* [What is being asked]: Would you return, word for word, the lines of the data below from the line with "M452 159 477 176 460 202 435 185Z" through the line with "M202 742 211 720 581 33 601 4 608 0", and no others?

* [Stored items]:
==========

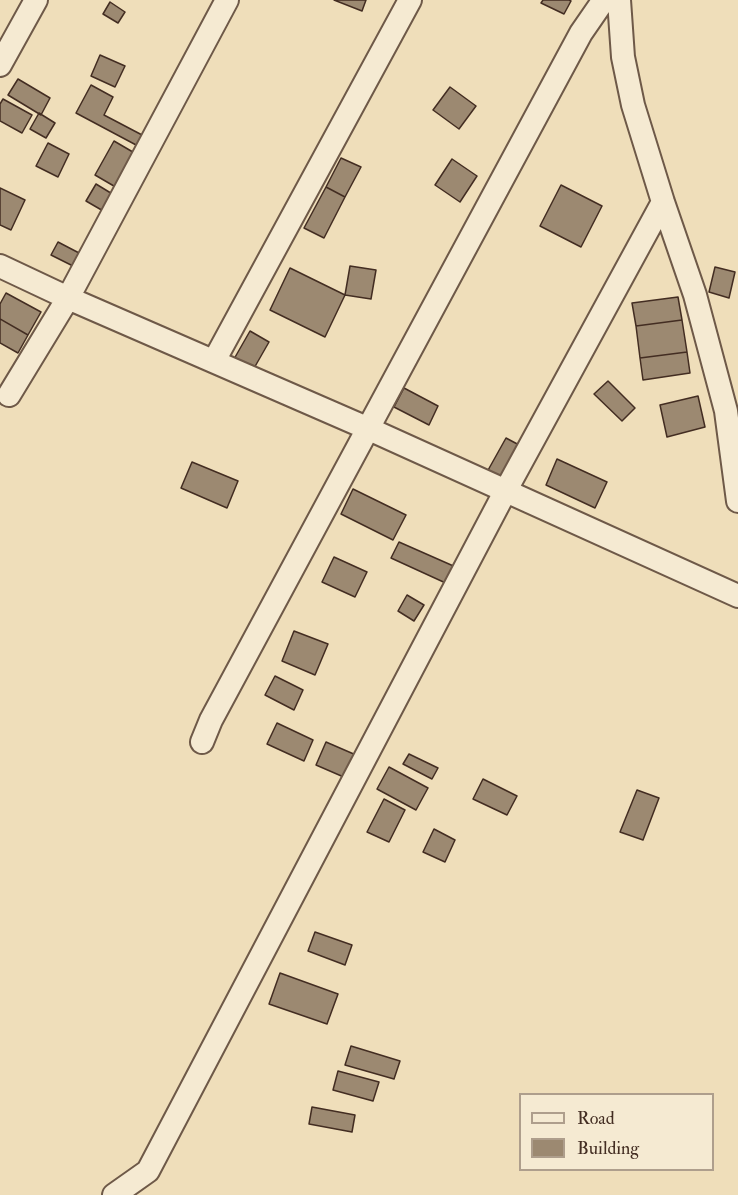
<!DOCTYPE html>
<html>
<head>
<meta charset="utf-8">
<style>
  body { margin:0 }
  #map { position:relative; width:738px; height:1195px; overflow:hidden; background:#efdeba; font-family:"IM FELL Double Pica",serif }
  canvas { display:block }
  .legend { position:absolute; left:519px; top:1093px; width:195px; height:78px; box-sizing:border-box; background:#f5ead2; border:2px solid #ae9e8c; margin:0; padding:8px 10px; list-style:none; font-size:18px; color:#432d22 }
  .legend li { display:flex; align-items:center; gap:12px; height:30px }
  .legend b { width:30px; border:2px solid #ae9e8c }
</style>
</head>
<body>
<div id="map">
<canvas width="738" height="1195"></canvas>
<ul class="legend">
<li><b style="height:8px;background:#f5ead2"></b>Road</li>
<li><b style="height:16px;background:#9c8971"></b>Building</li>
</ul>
</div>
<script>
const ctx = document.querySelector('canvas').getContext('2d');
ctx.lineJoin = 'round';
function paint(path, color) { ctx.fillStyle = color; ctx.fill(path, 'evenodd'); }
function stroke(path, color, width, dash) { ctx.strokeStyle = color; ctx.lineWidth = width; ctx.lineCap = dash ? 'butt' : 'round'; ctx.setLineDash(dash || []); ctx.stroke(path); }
const building = new Path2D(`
  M334 0H366L362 11Z
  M543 0H569L571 1 564 14 541 3Z
  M110 2 125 12 118 23 103 14Z
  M100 55 125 66 115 87 91 76Z
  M18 79 50 98 41 115 8 95Z
  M91 85 113 97 104 115 144 136 138 146 76 113Z
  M450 87 476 106 459 129 433 110Z
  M3 99 32 115 22 133 0 121V104Z
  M39 113 55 123 46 138 30 129Z
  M114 141 138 155 119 189 95 175Z
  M48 143 69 154 58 177 36 166Z
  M341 158 361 167 345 197 326 187Z
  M452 159 477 176 460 202 435 185Z
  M96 184 114 195 105 212 86 201Z
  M561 185 602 206 581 247 540 226Z
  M326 187 345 197 324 238 304 228Z
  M0 188 25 200 11 230 0 225Z
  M58 242 81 254 75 267 51 255Z
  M350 266 376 270 371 299 345 295Z
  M715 267 735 272 729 298 709 292Z
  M290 268 345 295 325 337 270 310Z
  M6 293 41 312 28 335 0 319V304Z
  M678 297 682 320 636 326 632 303Z
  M0 319 28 335 18 353 0 343Z
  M682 320 687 352 640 358 636 326Z
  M250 331 269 342 253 370 234 359Z
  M687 352 690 373 643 380 640 358Z
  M608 381 635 408 622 421 594 394Z
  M404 388 438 406 429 425 394 407Z
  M698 396 705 427 667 437 660 405Z
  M506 438 521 446 501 480 487 472Z
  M557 459 607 482 595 508 546 485Z
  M192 462 238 481 227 508 181 488Z
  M353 489 406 515 393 540 341 514Z
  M399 542 458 568 450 585 391 558Z
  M334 557 367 572 355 597 322 582Z
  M407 595 424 605 414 621 398 611Z
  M294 631 328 644 315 675 282 661Z
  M275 676 303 690 294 710 265 695Z
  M277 723 313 740 304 761 267 744Z
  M326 742 356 755 346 778 316 765Z
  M409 754 438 768 432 779 403 764Z
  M389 767 428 788 416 810 377 789Z
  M483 779 517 796 507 815 473 799Z
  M637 790 659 798 643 840 620 832Z
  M384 799 405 810 389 842 367 832Z
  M434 829 455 840 445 862 423 852Z
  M315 932 352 945 345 965 308 951Z
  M280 973 338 994 327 1024 269 1004Z
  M351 1046 400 1061 394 1079 345 1065Z
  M338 1071 379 1082 373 1101 333 1090Z
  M312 1107 355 1115 352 1132 309 1124Z`);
paint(building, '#9c8971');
stroke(building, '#432d22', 1.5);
const minor = new Path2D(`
  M619 0 623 57 633 105 663 202 695 295 726 411 738 501
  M0 65 36 0
  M0 266 68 298 369 429 738 596
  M214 361 410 0
  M9 395 68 298 227 0
  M202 742 211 720 581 33 601 4 608 0
  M114 1195 148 1171 506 490 663 202`);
stroke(minor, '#6e5948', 26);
stroke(minor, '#f5ead2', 22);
</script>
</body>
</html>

==========

* [Task response]:
  M452 159 477 176 460 202 435 185Z
  M96 184 114 195 105 212 86 201Z
  M561 185 602 206 581 247 540 226Z
  M326 187 345 197 324 238 304 228Z
  M0 188 25 200 11 230 0 225Z
  M58 242 81 254 75 267 51 255Z
  M350 266 376 270 371 299 345 295Z
  M715 267 735 272 729 298 709 292Z
  M290 268 345 295 325 337 270 310Z
  M6 293 41 312 28 335 0 319V304Z
  M678 297 682 320 636 326 632 303Z
  M0 319 28 335 18 353 0 343Z
  M682 320 687 352 640 358 636 326Z
  M250 331 269 342 253 370 234 359Z
  M687 352 690 373 643 380 640 358Z
  M608 381 635 408 622 421 594 394Z
  M404 388 438 406 429 425 394 407Z
  M698 396 705 427 667 437 660 405Z
  M506 438 521 446 501 480 487 472Z
  M557 459 607 482 595 508 546 485Z
  M192 462 238 481 227 508 181 488Z
  M353 489 406 515 393 540 341 514Z
  M399 542 458 568 450 585 391 558Z
  M334 557 367 572 355 597 322 582Z
  M407 595 424 605 414 621 398 611Z
  M294 631 328 644 315 675 282 661Z
  M275 676 303 690 294 710 265 695Z
  M277 723 313 740 304 761 267 744Z
  M326 742 356 755 346 778 316 765Z
  M409 754 438 768 432 779 403 764Z
  M389 767 428 788 416 810 377 789Z
  M483 779 517 796 507 815 473 799Z
  M637 790 659 798 643 840 620 832Z
  M384 799 405 810 389 842 367 832Z
  M434 829 455 840 445 862 423 852Z
  M315 932 352 945 345 965 308 951Z
  M280 973 338 994 327 1024 269 1004Z
  M351 1046 400 1061 394 1079 345 1065Z
  M338 1071 379 1082 373 1101 333 1090Z
  M312 1107 355 1115 352 1132 309 1124Z`);
paint(building, '#9c8971');
stroke(building, '#432d22', 1.5);
const minor = new Path2D(`
  M619 0 623 57 633 105 663 202 695 295 726 411 738 501
  M0 65 36 0
  M0 266 68 298 369 429 738 596
  M214 361 410 0
  M9 395 68 298 227 0
  M202 742 211 720 581 33 601 4 608 0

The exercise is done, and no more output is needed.